### TASK STATEMENT
Copy out the entries below exactly as they stand, but only from the line containing "Input: one rendered" through the line containing "Build a gazetteer for the image".

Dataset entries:
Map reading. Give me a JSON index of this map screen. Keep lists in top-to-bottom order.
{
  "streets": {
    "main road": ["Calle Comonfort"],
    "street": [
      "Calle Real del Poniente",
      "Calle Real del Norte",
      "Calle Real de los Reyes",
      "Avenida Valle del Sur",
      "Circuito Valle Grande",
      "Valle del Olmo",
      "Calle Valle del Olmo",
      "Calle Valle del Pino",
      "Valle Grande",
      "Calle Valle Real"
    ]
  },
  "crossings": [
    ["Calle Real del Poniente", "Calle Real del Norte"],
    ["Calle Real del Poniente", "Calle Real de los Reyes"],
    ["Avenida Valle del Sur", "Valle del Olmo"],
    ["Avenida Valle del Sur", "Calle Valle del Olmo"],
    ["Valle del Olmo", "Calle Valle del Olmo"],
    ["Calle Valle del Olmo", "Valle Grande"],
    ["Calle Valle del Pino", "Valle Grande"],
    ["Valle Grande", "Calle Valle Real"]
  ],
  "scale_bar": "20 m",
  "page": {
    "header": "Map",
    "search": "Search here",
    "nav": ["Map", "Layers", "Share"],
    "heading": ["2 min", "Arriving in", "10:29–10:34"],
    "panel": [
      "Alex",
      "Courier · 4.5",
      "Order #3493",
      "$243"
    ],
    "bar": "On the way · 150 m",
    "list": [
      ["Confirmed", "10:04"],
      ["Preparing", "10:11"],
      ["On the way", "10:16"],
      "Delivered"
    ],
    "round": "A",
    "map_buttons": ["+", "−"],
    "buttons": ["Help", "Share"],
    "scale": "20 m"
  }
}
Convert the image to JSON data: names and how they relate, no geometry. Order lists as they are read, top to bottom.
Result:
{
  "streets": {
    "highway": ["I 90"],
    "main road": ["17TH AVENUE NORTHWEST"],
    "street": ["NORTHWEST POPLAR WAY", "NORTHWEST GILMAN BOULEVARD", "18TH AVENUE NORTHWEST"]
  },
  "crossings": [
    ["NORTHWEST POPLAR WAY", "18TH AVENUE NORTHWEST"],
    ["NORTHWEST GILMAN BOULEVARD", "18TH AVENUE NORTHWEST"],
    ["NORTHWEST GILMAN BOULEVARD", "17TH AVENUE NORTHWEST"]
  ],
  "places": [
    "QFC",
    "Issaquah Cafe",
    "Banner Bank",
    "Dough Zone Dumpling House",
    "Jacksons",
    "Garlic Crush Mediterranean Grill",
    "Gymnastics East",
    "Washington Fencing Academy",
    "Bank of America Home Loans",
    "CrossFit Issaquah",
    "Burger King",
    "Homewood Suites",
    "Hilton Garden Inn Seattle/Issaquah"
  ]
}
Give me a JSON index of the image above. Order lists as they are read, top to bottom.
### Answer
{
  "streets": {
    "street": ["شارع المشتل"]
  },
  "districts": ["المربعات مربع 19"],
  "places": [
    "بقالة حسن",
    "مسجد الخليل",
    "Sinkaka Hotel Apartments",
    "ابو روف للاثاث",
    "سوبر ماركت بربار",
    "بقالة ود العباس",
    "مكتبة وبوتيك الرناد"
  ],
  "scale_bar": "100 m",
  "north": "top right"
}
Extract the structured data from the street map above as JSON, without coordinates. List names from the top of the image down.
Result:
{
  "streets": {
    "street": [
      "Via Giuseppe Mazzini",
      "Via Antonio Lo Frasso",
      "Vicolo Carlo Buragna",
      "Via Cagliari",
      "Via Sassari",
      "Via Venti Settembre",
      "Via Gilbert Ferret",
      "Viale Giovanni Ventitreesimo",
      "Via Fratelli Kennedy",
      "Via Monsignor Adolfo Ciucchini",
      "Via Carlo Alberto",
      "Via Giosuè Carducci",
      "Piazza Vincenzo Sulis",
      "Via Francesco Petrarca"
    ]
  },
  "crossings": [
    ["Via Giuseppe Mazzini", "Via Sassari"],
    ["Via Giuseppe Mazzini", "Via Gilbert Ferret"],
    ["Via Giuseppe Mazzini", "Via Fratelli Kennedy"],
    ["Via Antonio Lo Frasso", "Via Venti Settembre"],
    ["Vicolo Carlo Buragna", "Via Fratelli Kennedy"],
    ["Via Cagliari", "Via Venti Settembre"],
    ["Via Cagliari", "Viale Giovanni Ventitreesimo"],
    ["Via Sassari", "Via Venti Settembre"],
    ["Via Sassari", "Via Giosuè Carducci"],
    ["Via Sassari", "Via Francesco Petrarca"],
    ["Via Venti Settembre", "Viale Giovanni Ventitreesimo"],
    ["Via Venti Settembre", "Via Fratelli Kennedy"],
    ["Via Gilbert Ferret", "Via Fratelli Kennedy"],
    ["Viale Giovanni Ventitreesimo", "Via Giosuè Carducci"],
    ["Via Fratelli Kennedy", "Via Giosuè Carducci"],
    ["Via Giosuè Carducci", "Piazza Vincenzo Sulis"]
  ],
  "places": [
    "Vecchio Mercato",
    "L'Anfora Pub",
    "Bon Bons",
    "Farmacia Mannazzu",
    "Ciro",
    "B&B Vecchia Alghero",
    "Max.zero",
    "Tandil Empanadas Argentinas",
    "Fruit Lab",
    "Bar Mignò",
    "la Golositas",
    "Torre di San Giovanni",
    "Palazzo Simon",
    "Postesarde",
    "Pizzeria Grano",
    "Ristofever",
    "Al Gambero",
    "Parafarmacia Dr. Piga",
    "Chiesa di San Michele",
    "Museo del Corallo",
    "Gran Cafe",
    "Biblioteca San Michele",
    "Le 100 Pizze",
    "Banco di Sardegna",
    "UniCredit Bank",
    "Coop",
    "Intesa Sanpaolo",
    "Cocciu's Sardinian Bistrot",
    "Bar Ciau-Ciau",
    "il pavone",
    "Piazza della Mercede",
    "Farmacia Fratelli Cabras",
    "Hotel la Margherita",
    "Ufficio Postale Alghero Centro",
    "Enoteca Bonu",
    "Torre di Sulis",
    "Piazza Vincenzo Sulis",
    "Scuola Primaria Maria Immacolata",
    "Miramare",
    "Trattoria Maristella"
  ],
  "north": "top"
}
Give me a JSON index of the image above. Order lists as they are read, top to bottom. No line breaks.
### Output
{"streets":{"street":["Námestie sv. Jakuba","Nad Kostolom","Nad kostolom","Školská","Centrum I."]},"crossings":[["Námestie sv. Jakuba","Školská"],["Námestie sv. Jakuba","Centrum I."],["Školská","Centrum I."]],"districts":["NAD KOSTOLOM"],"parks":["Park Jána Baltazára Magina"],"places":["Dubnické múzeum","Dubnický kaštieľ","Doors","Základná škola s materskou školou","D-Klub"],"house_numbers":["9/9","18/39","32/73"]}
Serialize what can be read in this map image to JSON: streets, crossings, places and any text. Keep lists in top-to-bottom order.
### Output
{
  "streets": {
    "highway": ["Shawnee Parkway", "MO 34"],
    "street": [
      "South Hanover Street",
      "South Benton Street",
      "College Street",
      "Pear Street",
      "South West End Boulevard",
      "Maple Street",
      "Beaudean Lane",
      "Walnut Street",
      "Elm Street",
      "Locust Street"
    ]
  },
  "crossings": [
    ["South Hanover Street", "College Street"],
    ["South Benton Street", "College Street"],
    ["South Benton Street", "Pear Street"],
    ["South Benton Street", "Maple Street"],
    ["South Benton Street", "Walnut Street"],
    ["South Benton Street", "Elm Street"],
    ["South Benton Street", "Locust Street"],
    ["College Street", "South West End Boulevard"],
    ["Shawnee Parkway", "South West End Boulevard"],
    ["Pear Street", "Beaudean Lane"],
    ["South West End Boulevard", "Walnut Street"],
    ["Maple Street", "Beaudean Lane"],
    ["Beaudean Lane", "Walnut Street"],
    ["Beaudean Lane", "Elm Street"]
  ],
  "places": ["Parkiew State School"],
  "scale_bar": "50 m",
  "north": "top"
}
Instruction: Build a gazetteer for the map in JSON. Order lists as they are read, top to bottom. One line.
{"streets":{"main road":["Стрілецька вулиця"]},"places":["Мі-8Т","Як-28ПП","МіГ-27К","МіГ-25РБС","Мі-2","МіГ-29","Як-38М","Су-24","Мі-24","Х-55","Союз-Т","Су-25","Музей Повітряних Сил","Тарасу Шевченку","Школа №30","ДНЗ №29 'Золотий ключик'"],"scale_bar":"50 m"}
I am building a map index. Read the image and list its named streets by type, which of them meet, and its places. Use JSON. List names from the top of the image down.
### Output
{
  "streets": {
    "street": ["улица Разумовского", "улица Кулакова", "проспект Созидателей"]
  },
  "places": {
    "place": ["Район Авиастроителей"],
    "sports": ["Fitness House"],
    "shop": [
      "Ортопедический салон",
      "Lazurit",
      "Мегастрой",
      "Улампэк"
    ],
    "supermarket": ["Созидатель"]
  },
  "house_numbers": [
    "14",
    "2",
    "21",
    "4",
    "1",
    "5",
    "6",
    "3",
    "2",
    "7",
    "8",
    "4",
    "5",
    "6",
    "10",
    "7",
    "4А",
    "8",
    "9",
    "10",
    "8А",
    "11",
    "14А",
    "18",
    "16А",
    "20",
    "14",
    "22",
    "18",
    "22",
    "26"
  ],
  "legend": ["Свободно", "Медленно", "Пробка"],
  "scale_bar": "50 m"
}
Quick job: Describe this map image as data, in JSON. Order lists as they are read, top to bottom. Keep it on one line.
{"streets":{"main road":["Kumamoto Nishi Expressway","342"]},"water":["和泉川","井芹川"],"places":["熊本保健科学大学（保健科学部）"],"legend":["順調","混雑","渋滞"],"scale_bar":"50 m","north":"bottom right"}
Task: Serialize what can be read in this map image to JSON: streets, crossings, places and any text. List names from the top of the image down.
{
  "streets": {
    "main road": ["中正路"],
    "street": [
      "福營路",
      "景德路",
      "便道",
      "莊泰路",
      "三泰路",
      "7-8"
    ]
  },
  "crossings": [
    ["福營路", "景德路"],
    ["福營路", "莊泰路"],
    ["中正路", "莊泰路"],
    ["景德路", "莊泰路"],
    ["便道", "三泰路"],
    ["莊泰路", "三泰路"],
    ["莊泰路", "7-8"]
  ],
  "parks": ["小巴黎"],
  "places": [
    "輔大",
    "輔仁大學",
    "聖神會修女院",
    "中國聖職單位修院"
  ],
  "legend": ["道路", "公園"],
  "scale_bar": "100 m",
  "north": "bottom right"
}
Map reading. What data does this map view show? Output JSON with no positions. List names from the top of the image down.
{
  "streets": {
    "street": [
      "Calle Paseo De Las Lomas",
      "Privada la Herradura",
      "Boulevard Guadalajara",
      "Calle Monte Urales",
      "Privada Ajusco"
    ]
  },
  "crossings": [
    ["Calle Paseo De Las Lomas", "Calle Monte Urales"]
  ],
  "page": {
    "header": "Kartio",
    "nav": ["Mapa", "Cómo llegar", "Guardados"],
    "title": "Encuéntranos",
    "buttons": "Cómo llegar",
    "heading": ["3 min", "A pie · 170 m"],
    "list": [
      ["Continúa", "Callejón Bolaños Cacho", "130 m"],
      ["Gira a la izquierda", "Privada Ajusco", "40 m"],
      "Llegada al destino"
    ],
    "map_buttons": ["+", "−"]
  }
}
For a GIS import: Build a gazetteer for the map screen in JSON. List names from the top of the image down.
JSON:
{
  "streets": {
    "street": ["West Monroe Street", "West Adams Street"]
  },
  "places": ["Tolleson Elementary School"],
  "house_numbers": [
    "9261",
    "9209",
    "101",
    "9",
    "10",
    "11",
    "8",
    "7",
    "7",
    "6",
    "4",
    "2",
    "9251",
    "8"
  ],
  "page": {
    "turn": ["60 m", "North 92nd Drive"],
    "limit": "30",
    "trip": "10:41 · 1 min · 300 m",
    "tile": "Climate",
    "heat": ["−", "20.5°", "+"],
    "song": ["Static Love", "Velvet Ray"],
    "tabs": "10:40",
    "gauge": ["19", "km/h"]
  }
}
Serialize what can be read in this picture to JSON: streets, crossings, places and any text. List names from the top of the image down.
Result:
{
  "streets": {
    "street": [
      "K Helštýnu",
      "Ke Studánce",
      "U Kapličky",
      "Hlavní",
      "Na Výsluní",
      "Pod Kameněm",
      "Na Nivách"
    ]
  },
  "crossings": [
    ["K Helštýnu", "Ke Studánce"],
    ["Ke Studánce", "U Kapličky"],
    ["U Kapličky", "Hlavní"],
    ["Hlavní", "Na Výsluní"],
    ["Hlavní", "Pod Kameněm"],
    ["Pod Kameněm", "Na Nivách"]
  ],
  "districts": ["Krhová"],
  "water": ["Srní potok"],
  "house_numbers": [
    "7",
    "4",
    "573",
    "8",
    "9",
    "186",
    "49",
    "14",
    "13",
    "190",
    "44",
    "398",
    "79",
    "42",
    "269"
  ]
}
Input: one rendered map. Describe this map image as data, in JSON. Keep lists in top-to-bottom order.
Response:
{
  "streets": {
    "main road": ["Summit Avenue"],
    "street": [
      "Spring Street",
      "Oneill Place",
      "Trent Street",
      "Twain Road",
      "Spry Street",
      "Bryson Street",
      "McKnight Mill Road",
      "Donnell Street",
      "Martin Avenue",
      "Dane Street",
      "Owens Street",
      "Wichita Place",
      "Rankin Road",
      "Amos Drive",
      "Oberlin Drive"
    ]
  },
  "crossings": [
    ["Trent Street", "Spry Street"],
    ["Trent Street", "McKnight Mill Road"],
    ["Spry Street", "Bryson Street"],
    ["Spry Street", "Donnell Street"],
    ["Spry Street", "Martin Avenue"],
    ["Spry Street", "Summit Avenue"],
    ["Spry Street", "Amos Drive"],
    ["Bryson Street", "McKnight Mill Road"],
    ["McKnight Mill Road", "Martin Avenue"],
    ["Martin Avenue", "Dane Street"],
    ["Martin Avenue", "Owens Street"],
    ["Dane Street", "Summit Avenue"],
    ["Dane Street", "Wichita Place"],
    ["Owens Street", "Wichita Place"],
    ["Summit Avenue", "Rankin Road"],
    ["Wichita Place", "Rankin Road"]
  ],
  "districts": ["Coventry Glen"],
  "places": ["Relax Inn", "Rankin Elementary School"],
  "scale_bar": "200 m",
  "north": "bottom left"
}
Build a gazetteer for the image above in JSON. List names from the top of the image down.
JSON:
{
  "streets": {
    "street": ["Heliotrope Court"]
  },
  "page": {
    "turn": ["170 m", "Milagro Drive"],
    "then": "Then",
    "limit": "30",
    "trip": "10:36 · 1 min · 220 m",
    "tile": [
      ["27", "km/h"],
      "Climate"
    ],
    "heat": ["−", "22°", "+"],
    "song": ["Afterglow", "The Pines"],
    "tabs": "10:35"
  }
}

### RESULT BELOW
Input: one rendered map. Describe this map image as data, in JSON. Keep lists in top-to-bottom order.
Response:
{
  "streets": {
    "main road": ["Summit Avenue"],
    "street": [
      "Spring Street",
      "Oneill Place",
      "Trent Street",
      "Twain Road",
      "Spry Street",
      "Bryson Street",
      "McKnight Mill Road",
      "Donnell Street",
      "Martin Avenue",
      "Dane Street",
      "Owens Street",
      "Wichita Place",
      "Rankin Road",
      "Amos Drive",
      "Oberlin Drive"
    ]
  },
  "crossings": [
    ["Trent Street", "Spry Street"],
    ["Trent Street", "McKnight Mill Road"],
    ["Spry Street", "Bryson Street"],
    ["Spry Street", "Donnell Street"],
    ["Spry Street", "Martin Avenue"],
    ["Spry Street", "Summit Avenue"],
    ["Spry Street", "Amos Drive"],
    ["Bryson Street", "McKnight Mill Road"],
    ["McKnight Mill Road", "Martin Avenue"],
    ["Martin Avenue", "Dane Street"],
    ["Martin Avenue", "Owens Street"],
    ["Dane Street", "Summit Avenue"],
    ["Dane Street", "Wichita Place"],
    ["Owens Street", "Wichita Place"],
    ["Summit Avenue", "Rankin Road"],
    ["Wichita Place", "Rankin Road"]
  ],
  "districts": ["Coventry Glen"],
  "places": ["Relax Inn", "Rankin Elementary School"],
  "scale_bar": "200 m",
  "north": "bottom left"
}
Build a gazetteer for the image above in JSON. List names from the top of the image down.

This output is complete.